Query about compression and decompression in Java using java.util.zip package

Y

yogesh

I am compressing/decompressing objects and sending them over http as
per the article mentioned in the URL below:-
http://java.sun.com/developer/technicalArticles/Programming/compression/

However I have a query regarding some code in which the following
sequence is depicted.

import java.io.*;
import java.util.zip.*;

public class SaveEmployee {
public static void main(String argv[]) throws
Exception {
// create some objects
Employee sarah = new Employee("S. Jordan", 28,
56000);
Employee sam = new Employee("S. McDonald", 29,
58000);
// serialize the objects sarah and sam
FileOutputStream fos = new
FileOutputStream("db");
GZIPOutputStream gz = new GZIPOutputStream(fos);
ObjectOutputStream oos = new
ObjectOutputStream(gz);
oos.writeObject(sarah);
oos.writeObject(sam);
oos.flush();
oos.close();
fos.close();
}
}

I wanted to know what is the logical explanation of the sequence of
the statements marked below

GZIPOutputStream gz = new GZIPOutputStream(fos);
ObjectOutputStream oos = new
ObjectOutputStream(gz);
oos.writeObject(sarah);


It seems to me that at the time the GZIPOutputStream is created, it is
empty and the then the empty stream is passed on to ObjectOutputStream
and then objects are written into the stream.

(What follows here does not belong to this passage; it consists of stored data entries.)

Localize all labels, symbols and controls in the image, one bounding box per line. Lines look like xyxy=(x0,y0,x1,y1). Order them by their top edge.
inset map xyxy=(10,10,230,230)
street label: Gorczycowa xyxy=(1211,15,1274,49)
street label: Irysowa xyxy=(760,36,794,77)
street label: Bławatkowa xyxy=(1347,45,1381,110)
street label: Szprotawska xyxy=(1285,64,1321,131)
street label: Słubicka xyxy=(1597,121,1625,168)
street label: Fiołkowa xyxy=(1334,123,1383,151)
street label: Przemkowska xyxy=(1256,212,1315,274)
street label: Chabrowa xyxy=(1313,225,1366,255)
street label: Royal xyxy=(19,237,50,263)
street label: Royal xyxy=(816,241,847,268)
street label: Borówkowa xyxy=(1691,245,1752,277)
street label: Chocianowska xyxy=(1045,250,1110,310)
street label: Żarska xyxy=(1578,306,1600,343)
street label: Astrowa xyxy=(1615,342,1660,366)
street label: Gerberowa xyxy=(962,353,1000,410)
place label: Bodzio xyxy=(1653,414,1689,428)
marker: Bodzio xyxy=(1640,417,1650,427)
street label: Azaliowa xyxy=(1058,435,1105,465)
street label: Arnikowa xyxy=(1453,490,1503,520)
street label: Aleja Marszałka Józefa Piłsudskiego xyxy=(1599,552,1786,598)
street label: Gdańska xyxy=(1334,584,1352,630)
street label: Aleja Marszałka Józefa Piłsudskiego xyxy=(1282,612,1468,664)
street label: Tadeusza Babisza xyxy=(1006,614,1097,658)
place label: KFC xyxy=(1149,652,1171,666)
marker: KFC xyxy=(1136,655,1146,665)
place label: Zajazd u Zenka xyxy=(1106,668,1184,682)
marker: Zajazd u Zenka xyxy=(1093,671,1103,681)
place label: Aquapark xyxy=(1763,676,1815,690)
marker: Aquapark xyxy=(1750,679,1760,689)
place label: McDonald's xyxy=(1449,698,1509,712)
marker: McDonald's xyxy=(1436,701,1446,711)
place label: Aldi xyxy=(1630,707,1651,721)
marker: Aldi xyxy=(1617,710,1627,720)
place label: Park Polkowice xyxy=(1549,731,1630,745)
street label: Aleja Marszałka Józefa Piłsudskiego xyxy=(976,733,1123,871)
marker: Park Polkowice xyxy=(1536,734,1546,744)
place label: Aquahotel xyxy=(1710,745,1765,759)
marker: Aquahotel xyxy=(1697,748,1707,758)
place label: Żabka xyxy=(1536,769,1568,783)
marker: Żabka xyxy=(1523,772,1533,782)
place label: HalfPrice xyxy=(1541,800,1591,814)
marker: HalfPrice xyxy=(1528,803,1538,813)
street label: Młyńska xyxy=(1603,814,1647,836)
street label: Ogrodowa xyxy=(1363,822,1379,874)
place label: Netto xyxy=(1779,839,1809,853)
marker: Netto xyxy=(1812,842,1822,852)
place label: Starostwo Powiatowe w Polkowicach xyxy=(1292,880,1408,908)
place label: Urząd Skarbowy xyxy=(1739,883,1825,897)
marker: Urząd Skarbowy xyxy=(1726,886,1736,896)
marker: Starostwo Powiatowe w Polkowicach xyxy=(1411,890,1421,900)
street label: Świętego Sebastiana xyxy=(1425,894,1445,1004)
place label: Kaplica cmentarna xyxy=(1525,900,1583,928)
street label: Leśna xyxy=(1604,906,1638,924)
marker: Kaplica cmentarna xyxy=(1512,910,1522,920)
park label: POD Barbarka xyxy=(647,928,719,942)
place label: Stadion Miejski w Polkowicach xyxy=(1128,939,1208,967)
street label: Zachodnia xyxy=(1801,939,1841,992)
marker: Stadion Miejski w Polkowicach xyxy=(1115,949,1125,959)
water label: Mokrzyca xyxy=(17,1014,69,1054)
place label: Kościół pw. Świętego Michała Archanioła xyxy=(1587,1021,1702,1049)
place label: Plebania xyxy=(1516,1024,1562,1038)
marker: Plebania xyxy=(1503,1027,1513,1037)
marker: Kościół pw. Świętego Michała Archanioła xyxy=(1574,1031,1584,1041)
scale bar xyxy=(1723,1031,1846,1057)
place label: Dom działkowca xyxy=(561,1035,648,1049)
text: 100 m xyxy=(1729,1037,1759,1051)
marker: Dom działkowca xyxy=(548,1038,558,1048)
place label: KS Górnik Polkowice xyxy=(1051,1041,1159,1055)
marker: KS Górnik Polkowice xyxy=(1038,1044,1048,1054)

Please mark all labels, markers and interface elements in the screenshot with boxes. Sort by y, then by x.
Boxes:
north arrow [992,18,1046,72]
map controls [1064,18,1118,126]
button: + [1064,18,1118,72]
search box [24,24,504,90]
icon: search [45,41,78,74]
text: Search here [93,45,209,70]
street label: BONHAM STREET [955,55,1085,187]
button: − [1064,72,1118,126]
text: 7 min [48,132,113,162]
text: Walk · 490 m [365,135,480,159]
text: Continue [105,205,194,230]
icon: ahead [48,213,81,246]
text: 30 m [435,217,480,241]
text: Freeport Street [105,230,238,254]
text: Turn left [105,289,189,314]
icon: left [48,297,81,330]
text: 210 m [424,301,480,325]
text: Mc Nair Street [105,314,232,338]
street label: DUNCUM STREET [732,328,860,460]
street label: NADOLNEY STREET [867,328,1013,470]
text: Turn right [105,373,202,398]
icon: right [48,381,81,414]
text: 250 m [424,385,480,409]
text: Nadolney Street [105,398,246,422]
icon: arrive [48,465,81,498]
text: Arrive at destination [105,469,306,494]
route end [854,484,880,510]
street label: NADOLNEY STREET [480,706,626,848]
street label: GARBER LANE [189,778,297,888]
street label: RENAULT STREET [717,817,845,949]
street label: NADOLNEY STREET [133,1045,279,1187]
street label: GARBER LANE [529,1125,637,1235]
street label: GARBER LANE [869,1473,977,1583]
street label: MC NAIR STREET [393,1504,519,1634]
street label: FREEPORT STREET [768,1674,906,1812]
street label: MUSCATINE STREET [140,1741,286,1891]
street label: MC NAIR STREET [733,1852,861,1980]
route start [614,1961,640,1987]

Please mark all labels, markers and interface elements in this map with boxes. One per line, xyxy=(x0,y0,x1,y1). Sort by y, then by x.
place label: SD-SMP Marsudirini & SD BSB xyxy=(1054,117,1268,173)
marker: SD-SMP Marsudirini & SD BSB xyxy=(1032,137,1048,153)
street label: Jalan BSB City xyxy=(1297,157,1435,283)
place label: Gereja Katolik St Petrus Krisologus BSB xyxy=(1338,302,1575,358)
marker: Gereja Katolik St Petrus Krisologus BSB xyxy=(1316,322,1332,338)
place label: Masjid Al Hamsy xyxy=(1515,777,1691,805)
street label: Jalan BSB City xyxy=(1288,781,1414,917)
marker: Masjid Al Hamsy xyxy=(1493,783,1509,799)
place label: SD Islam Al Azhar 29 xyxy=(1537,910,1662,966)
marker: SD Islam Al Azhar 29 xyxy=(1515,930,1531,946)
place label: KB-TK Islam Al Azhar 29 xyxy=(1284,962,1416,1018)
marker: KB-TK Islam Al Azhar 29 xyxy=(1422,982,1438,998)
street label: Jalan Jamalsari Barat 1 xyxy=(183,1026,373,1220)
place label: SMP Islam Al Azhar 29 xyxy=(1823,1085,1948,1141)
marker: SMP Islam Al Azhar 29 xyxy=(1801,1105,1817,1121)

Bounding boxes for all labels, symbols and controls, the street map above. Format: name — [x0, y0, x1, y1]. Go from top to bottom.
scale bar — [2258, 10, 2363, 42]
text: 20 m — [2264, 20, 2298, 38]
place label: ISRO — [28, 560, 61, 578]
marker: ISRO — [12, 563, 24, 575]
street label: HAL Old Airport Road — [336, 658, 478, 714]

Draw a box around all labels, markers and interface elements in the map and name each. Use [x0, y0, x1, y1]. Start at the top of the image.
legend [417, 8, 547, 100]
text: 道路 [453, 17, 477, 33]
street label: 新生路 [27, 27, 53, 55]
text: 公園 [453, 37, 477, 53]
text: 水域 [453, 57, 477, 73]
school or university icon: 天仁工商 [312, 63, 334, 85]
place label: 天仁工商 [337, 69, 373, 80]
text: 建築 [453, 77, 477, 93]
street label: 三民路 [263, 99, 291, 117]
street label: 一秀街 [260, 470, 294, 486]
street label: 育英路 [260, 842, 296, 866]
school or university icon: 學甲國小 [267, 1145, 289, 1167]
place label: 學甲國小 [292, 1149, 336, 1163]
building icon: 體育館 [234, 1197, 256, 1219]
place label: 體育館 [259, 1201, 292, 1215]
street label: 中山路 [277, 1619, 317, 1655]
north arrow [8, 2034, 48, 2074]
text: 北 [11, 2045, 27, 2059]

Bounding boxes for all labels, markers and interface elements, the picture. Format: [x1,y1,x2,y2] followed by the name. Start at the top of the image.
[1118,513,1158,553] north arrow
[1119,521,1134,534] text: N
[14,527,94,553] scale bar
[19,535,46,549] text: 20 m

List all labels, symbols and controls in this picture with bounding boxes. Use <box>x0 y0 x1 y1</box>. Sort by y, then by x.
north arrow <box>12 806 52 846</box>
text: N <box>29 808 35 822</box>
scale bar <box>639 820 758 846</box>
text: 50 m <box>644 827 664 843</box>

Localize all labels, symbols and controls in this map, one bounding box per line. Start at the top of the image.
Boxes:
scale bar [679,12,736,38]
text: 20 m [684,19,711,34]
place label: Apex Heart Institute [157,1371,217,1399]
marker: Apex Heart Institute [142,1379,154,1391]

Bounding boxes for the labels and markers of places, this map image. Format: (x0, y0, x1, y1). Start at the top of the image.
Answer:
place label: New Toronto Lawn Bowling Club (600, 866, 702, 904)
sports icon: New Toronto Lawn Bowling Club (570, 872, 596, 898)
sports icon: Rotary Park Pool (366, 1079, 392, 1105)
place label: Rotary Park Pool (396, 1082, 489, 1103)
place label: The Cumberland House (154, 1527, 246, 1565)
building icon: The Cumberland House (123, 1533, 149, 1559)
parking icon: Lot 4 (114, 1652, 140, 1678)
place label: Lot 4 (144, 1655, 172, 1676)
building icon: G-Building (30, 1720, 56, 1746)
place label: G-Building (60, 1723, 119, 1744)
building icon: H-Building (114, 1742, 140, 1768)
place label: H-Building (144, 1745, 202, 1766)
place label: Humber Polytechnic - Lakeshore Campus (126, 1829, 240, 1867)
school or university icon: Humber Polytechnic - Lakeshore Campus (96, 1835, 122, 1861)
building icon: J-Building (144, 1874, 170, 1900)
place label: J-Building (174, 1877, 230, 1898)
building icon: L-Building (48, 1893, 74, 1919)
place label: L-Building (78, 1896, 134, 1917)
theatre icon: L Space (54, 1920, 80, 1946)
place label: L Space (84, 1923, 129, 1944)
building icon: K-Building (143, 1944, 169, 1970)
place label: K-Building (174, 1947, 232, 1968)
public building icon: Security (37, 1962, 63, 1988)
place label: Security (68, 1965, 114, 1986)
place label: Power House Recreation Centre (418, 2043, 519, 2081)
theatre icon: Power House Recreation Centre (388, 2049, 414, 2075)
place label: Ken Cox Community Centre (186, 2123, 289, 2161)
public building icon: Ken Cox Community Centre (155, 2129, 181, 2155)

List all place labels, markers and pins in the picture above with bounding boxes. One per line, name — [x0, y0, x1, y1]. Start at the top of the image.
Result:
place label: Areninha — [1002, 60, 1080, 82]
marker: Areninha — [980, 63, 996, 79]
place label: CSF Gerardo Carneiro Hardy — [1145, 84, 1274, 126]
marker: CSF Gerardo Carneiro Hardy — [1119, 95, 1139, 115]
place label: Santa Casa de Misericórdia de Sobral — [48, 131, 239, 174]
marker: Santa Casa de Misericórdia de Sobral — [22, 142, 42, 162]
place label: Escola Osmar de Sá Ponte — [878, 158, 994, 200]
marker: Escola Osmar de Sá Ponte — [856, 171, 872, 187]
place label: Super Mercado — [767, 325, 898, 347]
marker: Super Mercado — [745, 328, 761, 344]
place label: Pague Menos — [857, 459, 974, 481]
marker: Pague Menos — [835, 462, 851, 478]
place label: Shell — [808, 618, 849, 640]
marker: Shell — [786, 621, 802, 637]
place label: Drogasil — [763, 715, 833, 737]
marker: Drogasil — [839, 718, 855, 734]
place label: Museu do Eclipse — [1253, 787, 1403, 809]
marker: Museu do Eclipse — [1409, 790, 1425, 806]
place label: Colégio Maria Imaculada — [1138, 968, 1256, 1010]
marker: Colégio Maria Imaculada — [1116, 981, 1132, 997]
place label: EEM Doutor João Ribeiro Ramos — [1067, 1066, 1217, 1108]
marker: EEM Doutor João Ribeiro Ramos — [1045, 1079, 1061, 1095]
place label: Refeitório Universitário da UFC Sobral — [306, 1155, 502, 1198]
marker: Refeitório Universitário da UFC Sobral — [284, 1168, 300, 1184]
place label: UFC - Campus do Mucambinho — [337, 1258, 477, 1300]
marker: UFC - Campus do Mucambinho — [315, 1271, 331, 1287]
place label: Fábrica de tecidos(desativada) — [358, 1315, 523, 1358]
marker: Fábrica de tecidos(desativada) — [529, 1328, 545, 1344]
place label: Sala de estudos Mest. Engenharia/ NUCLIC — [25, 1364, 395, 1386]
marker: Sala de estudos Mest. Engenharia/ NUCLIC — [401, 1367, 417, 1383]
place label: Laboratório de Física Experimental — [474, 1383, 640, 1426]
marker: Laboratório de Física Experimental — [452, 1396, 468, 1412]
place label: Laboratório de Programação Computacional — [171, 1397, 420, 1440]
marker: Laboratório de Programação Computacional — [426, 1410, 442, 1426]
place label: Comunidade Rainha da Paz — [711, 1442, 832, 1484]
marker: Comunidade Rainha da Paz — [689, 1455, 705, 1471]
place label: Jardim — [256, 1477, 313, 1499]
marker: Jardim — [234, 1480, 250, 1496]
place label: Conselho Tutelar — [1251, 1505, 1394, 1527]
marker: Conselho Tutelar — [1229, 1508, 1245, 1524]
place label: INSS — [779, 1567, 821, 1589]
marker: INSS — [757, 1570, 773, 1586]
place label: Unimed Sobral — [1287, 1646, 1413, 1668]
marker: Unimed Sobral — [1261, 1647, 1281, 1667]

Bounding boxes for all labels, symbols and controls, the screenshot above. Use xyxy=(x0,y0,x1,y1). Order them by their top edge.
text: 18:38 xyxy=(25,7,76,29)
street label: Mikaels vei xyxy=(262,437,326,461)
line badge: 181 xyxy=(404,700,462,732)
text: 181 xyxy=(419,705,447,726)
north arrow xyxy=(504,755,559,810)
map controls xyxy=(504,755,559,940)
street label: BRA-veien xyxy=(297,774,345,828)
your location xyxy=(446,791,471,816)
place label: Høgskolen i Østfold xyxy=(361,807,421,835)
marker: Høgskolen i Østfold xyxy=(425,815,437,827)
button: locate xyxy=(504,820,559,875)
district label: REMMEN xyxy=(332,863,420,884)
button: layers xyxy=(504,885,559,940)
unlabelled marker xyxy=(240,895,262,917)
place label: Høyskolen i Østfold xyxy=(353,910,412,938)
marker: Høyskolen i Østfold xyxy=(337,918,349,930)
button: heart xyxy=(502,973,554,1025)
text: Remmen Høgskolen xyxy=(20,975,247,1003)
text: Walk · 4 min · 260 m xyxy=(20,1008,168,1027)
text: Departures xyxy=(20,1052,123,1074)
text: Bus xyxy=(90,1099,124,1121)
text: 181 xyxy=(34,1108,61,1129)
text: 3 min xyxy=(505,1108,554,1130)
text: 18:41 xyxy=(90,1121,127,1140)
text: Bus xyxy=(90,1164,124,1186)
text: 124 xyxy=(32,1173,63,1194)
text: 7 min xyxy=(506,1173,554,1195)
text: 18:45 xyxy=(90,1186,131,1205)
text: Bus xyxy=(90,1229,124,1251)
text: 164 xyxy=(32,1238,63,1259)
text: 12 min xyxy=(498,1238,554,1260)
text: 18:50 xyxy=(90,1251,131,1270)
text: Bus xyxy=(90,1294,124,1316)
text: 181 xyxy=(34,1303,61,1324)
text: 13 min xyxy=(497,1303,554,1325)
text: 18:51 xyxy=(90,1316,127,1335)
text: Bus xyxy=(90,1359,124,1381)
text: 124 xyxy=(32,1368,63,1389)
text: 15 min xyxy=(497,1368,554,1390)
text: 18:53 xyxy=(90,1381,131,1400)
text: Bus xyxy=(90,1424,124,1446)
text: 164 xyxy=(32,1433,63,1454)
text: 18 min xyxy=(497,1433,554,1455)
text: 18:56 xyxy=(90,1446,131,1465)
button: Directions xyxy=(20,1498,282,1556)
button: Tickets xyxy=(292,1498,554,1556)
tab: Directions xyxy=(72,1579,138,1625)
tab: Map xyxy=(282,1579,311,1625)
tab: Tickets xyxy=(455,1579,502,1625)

It seems to me that the logical sequence should be

ObjectOutputStream oos = new
ObjectOutputStream(fos);
oos.writeObject(sarah);
oos.writeObject(sam);
GZIPOutputStream gz = new GZIPOutputStream(oos);
gz.flush ();
gz.close();
oos.close();

i.e first the ObjectOutputStream is created,then objects are written
onto the stream and afterwards the stream is zipped using
GZIPOutputStream.


In my code if I try to reverse the order(the second case) I get the
error
java.io.EOFException
at java.util.zip.GZIPInputStream.readUByte(GZIPInputStream.java:200)
at java.util.zip.GZIPInputStream.readUShort(GZIPInputStream.java:190)
at java.util.zip.GZIPInputStream.readHeader(GZIPInputStream.java:130)
at java.util.zip.GZIPInputStream.<init>(GZIPInputStream.java:58)
at java.util.zip.GZIPInputStream.<init>(GZIPInputStream.java:68)

Why doesnt this work ?.


Any help would be greatly appreciated
 
F

Filip Larsen

yogesh wrote
[...]
I wanted to know what is the logical explanation of the sequence of
the statements marked below

GZIPOutputStream gz = new GZIPOutputStream(fos);
ObjectOutputStream oos = new
ObjectOutputStream(gz);
oos.writeObject(sarah);

With standard Java I/O one or more streams are connected into a kind of
pipeline of processing. You put data into one end which, after
processing (typically including buffering and modification), appear in
the other end in a file, on network socket, in byte array buffer, or
similar.

In your case, you want the object stream data to be compressed before it
is placed in a file, hence you must have the pipeline:
ObjectOutputStream -> GZIPOutputStream -> FileOutputStream. When you
write an object to the ObjectOutputStream it will emit a sequence of
bytes that are zipped by the GZIPOutputStream which, when enought bytes
have been received, will emit a sequence of zipped bytes to the
FileOutputStream. When you close or flush the ObjectOutputStream in the
end, the OutputStreams of your pipeline will flush any buffered data
they might contain.

It seems to me that at the time the GZIPOutputStream is created, it is
empty and the then the empty stream is passed on to ObjectOutputStream
and then objects are written into the stream.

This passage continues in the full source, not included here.